Malgré son désir de quitter la commune, Danielle Sansalone espère que l’industriel sera condamné et que l’État renforcera ses contrôles. « Ce n’est pas aux citoyens de se substituer à l’État. Ils doivent faire respecter les lois. Nous en avons ras-le-bol : nous sommes bénévoles, avons dépensé énormément d’argent et d’énergie pour cela alors que ce n’est pas notre rôle.«
C’est avant tout pour raconter ce quotidien anxiogène qu’elle se rend à Soissons, ce samedi 4 octobre : « C’est un combat qui est lié au nôtre : ces usines à poison n’ont rien à faire ni ici, ni ailleurs. Nous avons déjà un vécu, ce ne sont pas des supputations. (…) Au bout de six ans d’exploitation, ce que l’on vit est un véritable scandale sanitaire. Je vais essayer de témoigner, pour dire aux gens ‘mettez-y tout ce que vous pouvez’, car le jour où ils seront là, ce sera trop tard…«
Les Soissonais du collectif Toxic Rockwool ont visité Illange. « Nous avons été reçus par des gens qui vivent à trois kilomètres de l’usine : la dame dort avec un masque sur ses yeux car ils piquent en permanence. Elle prend un traitement antiasthmatique alors qu’elle n’avait pas d’asthme. Dans la maison, très bien entretenue, en passant le doigt sur le bord de la baignoire, on avait de la poussière de laine de verre« , se rappelle Marise Vasseur, médecin membre du collectif Toxic Rockwool, qui prévoit des « problèmes de santé publique » si l’industriel concrétise son projet près de la commune.
Alors que Rockwool a déposé une nouvelle demande de permis de construire pour le site de Courmelles, les opposants au projet continuent à mobiliser. « On est plus nombreux que l’on n’a jamais été, nous avons des nouvelles recrues et ce ne sont pas que des militants écologistes, des notables nous ont rejoints. 140 médecins ont signé notre manifeste, ça fait réfléchir. Il y a aussi 76 agriculteurs qui s’opposent au projet, dont certains sont des références au niveau local« , salue Genebaud Gerandal, membre du collectif Toxic Rockwool.

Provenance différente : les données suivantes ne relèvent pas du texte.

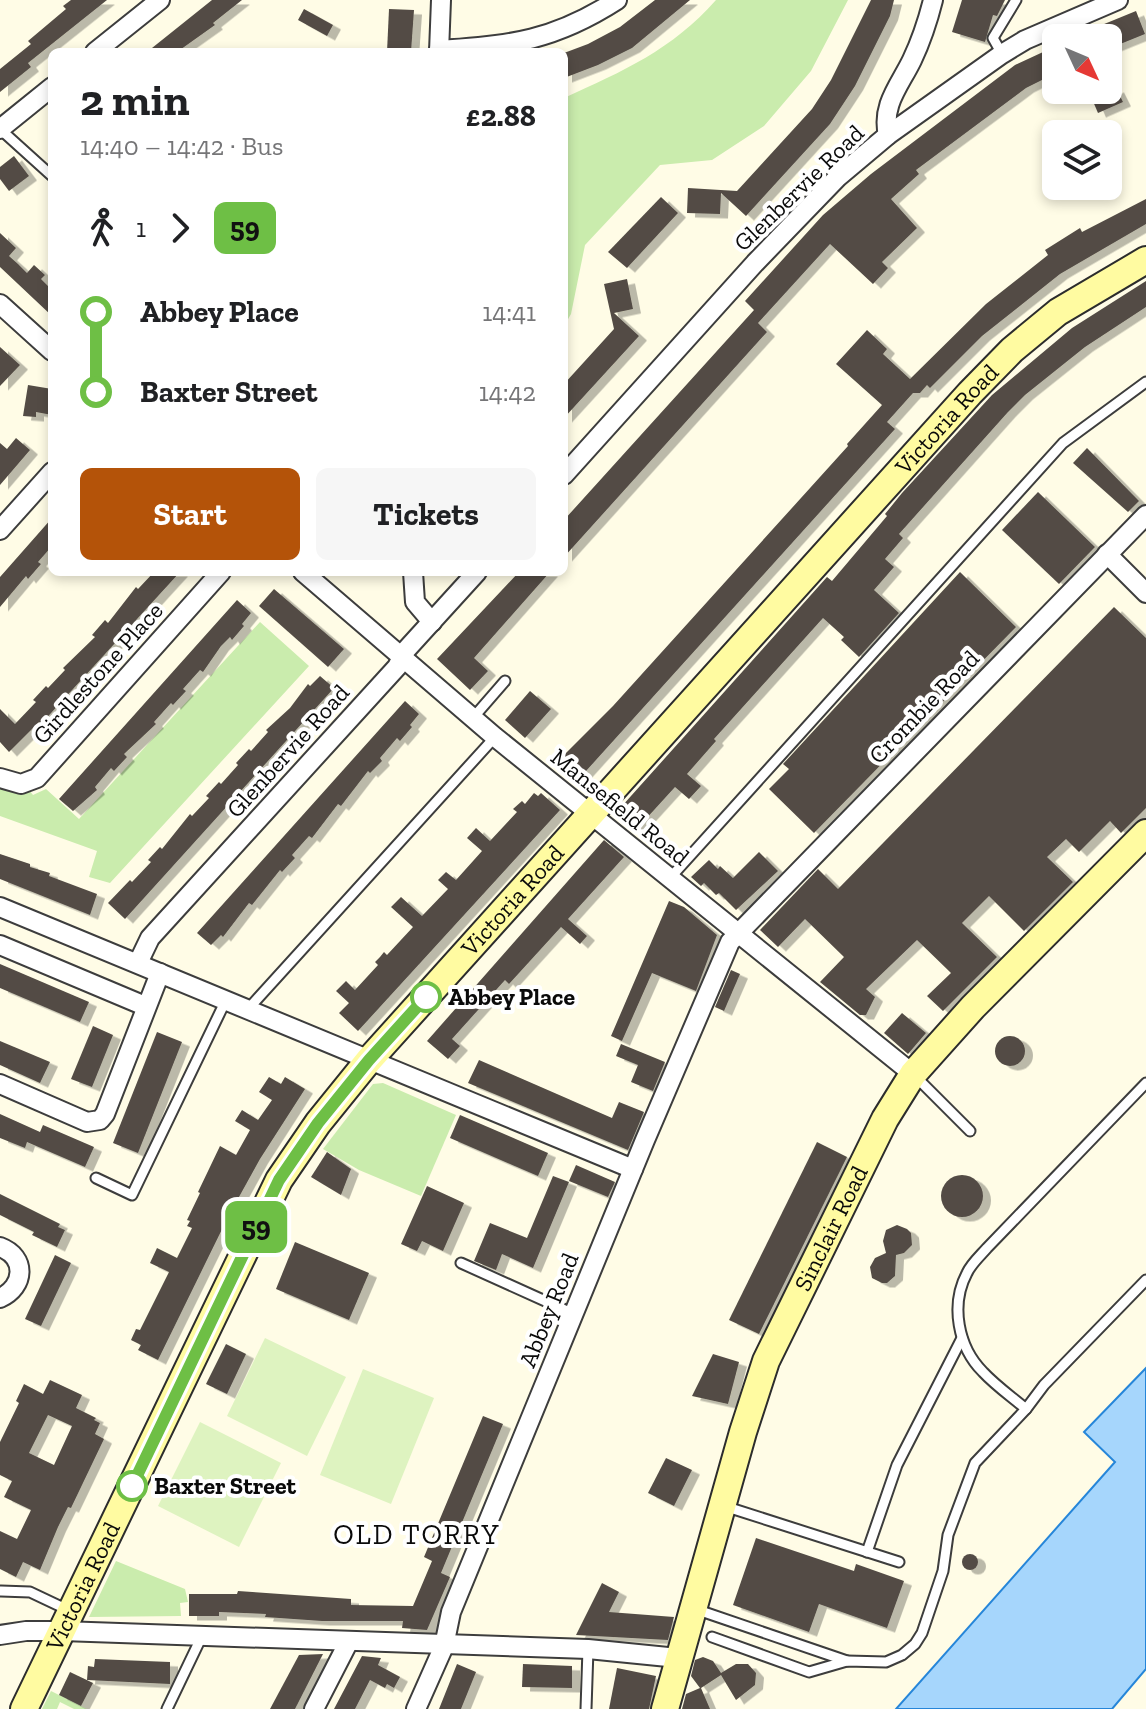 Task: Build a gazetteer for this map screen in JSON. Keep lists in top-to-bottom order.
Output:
{
  "streets": {
    "street": [
      "Glenbervie Road",
      "Victoria Road",
      "Girdlestone Place",
      "Crombie Road",
      "Mansefield Road",
      "Sinclair Road",
      "Abbey Road"
    ]
  },
  "crossings": [
    ["Glenbervie Road", "Mansefield Road"],
    ["Victoria Road", "Mansefield Road"],
    ["Crombie Road", "Mansefield Road"],
    ["Crombie Road", "Abbey Road"],
    ["Mansefield Road", "Sinclair Road"],
    ["Mansefield Road", "Abbey Road"]
  ],
  "districts": ["OLD TORRY"],
  "places": ["Abbey Place", "Baxter Street"],
  "lines": ["bus line 59"],
  "north": "bottom right",
  "page": {
    "on_map": "59",
    "heading": ["2 min", "14:40 – 14:42 · Bus", "£2.88"],
    "legs": ["1", "59"],
    "list": [
      {
        "name": "Abbey Place",
        "value": "14:41"
      },
      {
        "name": "Baxter Street",
        "value": "14:42"
      }
    ],
    "buttons": ["Start", "Tickets"]
  }
}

Ce 4 octobre, le thème de la manifestation est « tromperie, mépris« . « C’est une marche de l’indignation : on se rend compte que si on en est là dans ce projet, c’est que nos élus ont été trompés, l’information a été tronquée. Les élus nous assènent qu’il ne sort des cheminées de Rockwool que de la vapeur d’eau. C’est l’industriel qui leur a dit, mais c’est faux. Il y a aussi 800 tonnes par an de particules toxiques dont 100 tonnes de perturbateurs endocriniens. On est sidérés par le manque de recul de nos élus« , constate Genebaud Gerandal.

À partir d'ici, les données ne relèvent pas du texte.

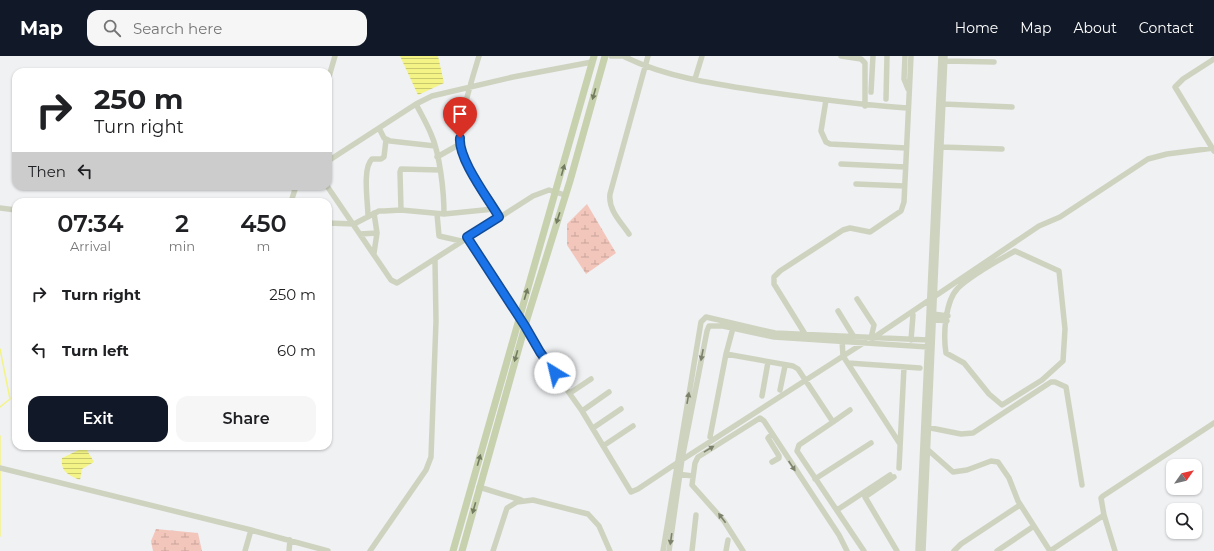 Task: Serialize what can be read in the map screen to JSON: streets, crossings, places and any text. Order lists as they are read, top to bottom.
{
  "north": "top right",
  "page": {
    "header": "Map",
    "search": "Search here",
    "nav": [
      "Home",
      "Map",
      "About",
      "Contact"
    ],
    "turn": ["250 m", "Turn right"],
    "then": "Then",
    "eta": [
      "07:34",
      "Arrival",
      "2",
      "min",
      "450",
      "m"
    ],
    "list": [
      {
        "name": "Turn right",
        "value": "250 m"
      },
      {
        "name": "Turn left",
        "value": "60 m"
      }
    ],
    "buttons": ["Exit", "Share"]
  }
} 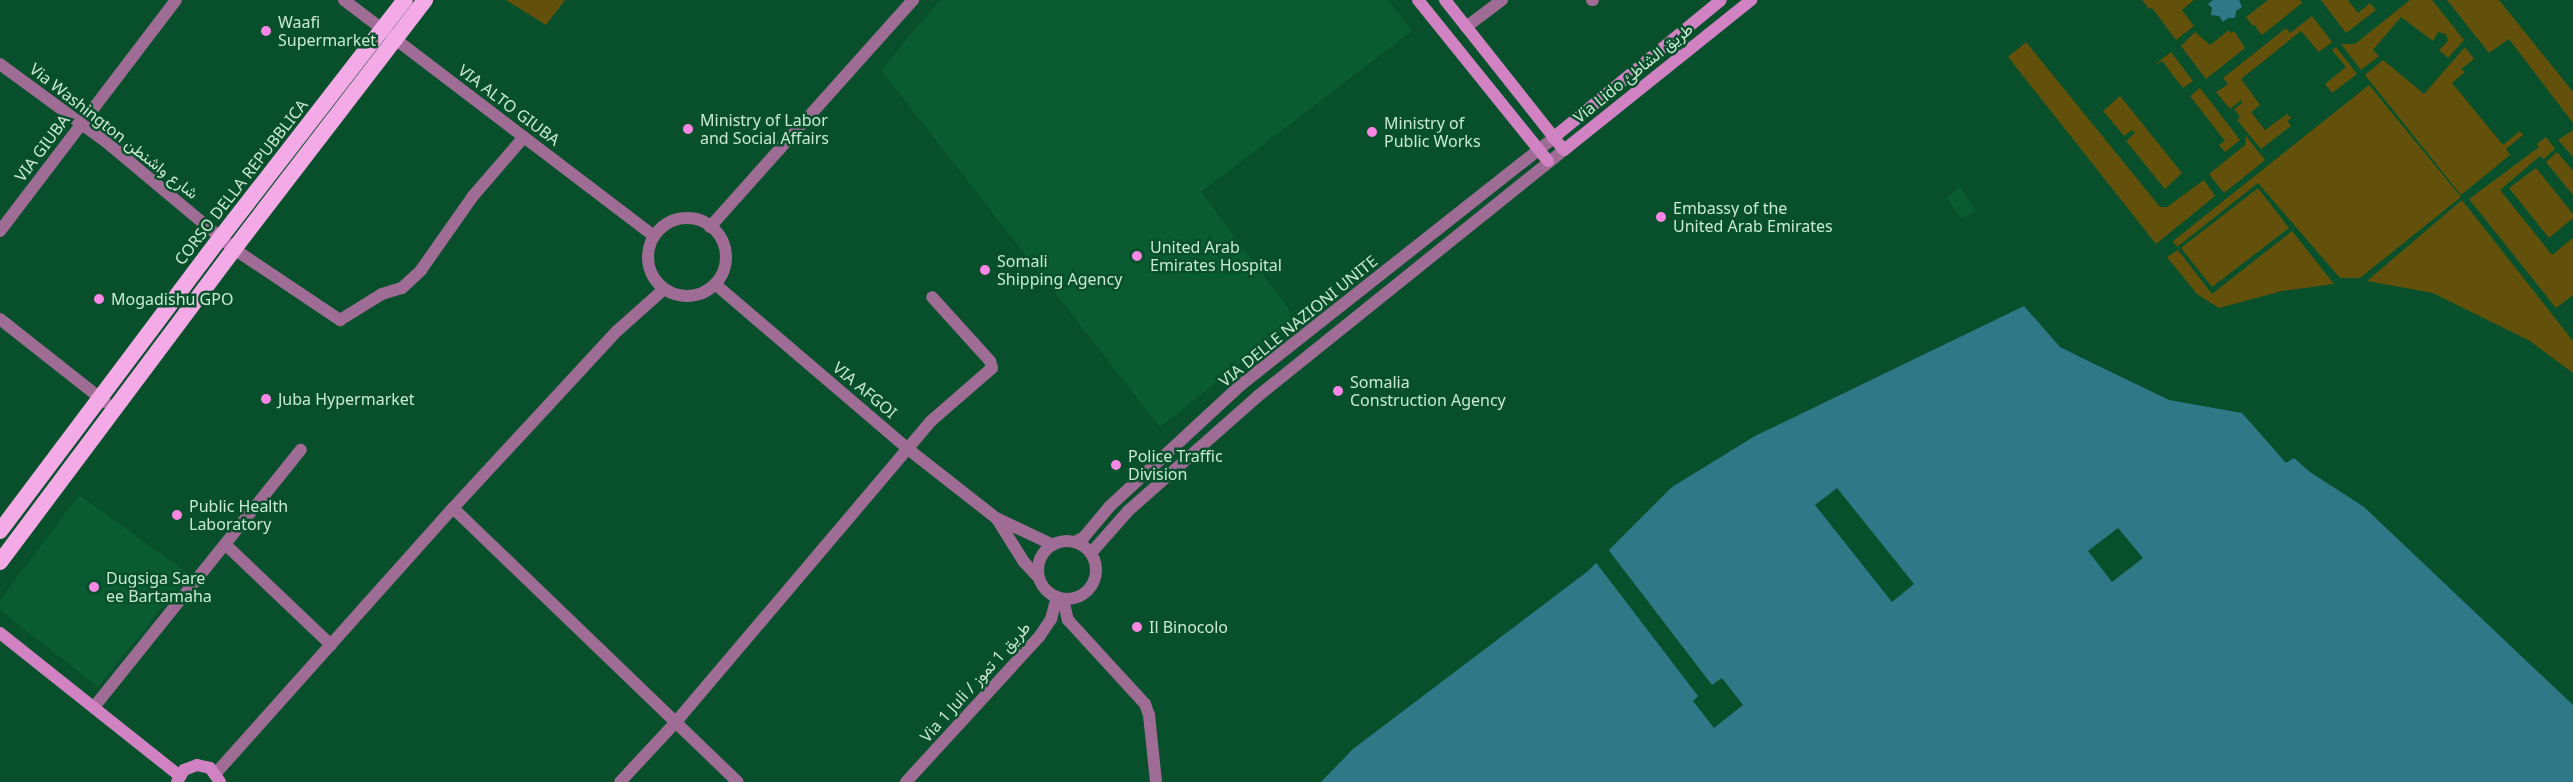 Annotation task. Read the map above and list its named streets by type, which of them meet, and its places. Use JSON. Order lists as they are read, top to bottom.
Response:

La présidente de l’association Stop Rockwool, Karen Marchetti, a d’ailleurs préparé un « florilège de phrases extraites de discours d’élus de l’agglomération, qui parlent de ce projet comme une merveille, sans en connaître aucun détail. » Elle espère que les élections municipales de 2026 seront l’occasion d’élire des représentants opposés au projet. Trois recours ont été déposés contre la nouvelle demande de permis de construire de Rockwool. Forts de l’exemple d’Illange, les membres du collectif soissonnais restent déterminés à mettre des bâtons dans les roues de l’industriel.